• _Assignment_
Nothing in the entries may differ when you return them.

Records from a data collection
_ _ _ _ _ _ _

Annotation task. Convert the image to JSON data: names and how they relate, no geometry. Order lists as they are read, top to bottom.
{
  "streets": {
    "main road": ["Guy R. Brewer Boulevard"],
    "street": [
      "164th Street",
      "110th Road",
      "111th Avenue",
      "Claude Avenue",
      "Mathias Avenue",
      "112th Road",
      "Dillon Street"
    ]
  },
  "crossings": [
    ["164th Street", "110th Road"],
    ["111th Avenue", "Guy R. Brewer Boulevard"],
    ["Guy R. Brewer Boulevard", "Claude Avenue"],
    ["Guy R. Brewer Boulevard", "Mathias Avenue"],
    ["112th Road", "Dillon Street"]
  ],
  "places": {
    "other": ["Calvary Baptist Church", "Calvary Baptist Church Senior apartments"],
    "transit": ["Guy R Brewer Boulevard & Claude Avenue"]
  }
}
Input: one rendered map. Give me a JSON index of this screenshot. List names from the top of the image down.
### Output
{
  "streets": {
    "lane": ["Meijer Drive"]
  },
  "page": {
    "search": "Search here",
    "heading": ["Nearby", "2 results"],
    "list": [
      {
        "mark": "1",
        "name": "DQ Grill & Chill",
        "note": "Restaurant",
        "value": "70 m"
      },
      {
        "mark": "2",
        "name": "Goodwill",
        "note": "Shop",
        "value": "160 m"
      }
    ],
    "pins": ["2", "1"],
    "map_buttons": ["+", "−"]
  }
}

_ _ _ _ _ _ _

• _Solution for this task_
Annotation task. Convert the image to JSON data: names and how they relate, no geometry. Order lists as they are read, top to bottom.
{
  "streets": {
    "main road": ["Guy R. Brewer Boulevard"],
    "street": [
      "164th Street",
      "110th Road",
      "111th Avenue",
      "Claude Avenue",
      "Mathias Avenue",
      "112th Road",
      "Dillon Street"
    ]
  },
  "crossings": [
    ["164th Street", "110th Road"],
    ["111th Avenue", "Guy R. Brewer Boulevard"],
    ["Guy R. Brewer Boulevard", "Claude Avenue"],
    ["Guy R. Brewer Boulevard", "Mathias Avenue"],
    ["112th Road", "Dillon Street"]
  ],
  "places": {
    "other": ["Calvary Baptist Church", "Calvary Baptist Church Senior apartments"],
    "transit": ["Guy R Brewer Boulevard & Claude Avenue"]
  }
}
Input: one rendered map. Give me a JSON index of this screenshot. List names from the top of the image down.
### Output
{
  "streets": {
    "lane": ["Meijer Drive"]
  },
  "page": {
    "search": "Search here",
    "heading": ["Nearby", "2 results"],
    "list": [
      {
        "mark": "1",
        "name": "DQ Grill & Chill",
        "note": "Restaurant",
        "value": "70 m"
      },
      {
        "mark": "2",
        "name": "Goodwill",
        "note": "Shop",
        "value": "160 m"
      }
    ],
    "pins": ["2", "1"],
    "map_buttons": ["+", "−"]
  }
}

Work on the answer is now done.